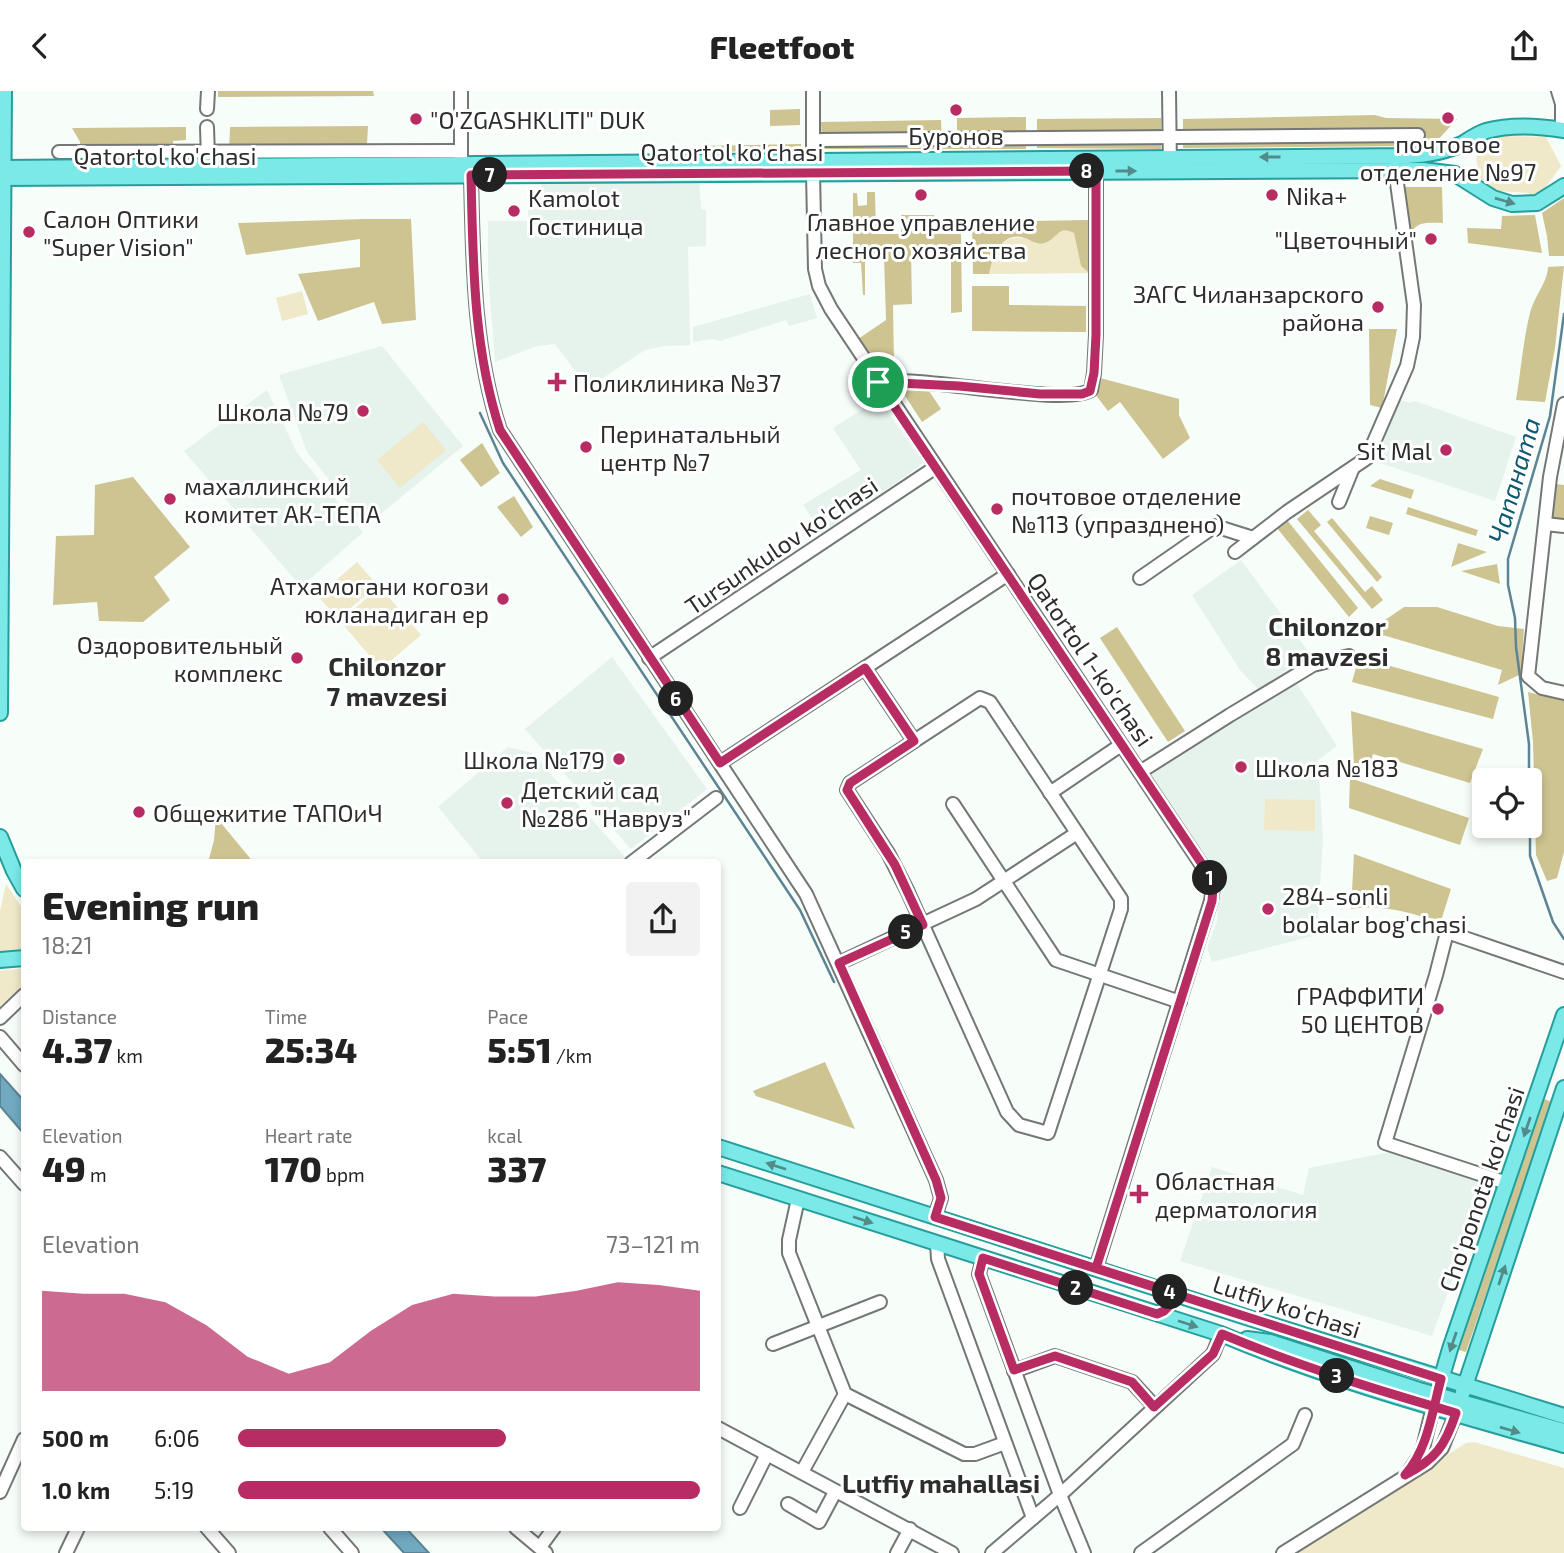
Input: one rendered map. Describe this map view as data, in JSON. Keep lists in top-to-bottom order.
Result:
{
  "streets": {
    "main road": ["Qatortol ko'chasi", "Cho'ponota ko'chasi", "Lutfiy ko'chasi"],
    "street": ["Tursunkulov ko'chasi", "Qatortol 1-ko'chasi"]
  },
  "crossings": [
    ["Qatortol ko'chasi", "Qatortol 1-ko'chasi"],
    ["Tursunkulov ko'chasi", "Qatortol 1-ko'chasi"],
    ["Qatortol 1-ko'chasi", "Lutfiy ko'chasi"],
    ["Cho'ponota ko'chasi", "Lutfiy ko'chasi"]
  ],
  "districts": ["Chilonzor 8 mavzesi", "Chilonzor 7 mavzesi", "Lutfiy mahallasi"],
  "water": ["Чапаната"],
  "places": {
    "other": [
      "Буронов",
      "почтовое отделение №97",
      "\"O'ZGASHKLITI\" DUK",
      "Главное управление лесного хозяйства",
      "Nika+",
      "Kamolot Гостиница",
      "Салон Оптики \"Super Vision\"",
      "\"Цветочный\"",
      "ЗАГС Чиланзарского района",
      "Школа №79",
      "Перинатальный центр №7",
      "Sit Mal",
      "махаллинский комитет АК-ТЕПА",
      "почтовое отделение №113 (упразднено)",
      "Атхамогани когози юкланадиган ер",
      "Оздоровительный комплекс",
      "Школа №179",
      "Школа №183",
      "Детский сад №286 \"Навруз\"",
      "Общежитие ТАПОиЧ",
      "284-sonli bolalar bog'chasi",
      "ГРАФФИТИ 50 ЦЕНТОВ"
    ],
    "health": ["Поликлиника №37", "Областная дерматология"]
  },
  "page": {
    "header": "Fleetfoot",
    "pins": [
      "8",
      "7",
      "6",
      "1",
      "5",
      "2",
      "4",
      "3"
    ],
    "heading": ["Evening run", "18:21"],
    "stats": [
      ["Distance", "4.37 km"],
      ["Time", "25:34"],
      ["Pace", "5:51 /km"],
      ["Elevation", "49 m"],
      ["Heart rate", "170 bpm"],
      ["kcal", "337"]
    ],
    "chart": ["Elevation", "73–121 m"],
    "list": [
      {
        "name": "500 m",
        "note": "6:06"
      },
      {
        "name": "1.0 km",
        "note": "5:19"
      }
    ]
  }
}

◇ ◇ ◇

What lines above contain "отделение"? Copy them out.

      "почтовое отделение №97",
      "почтовое отделение №113 (упразднено)",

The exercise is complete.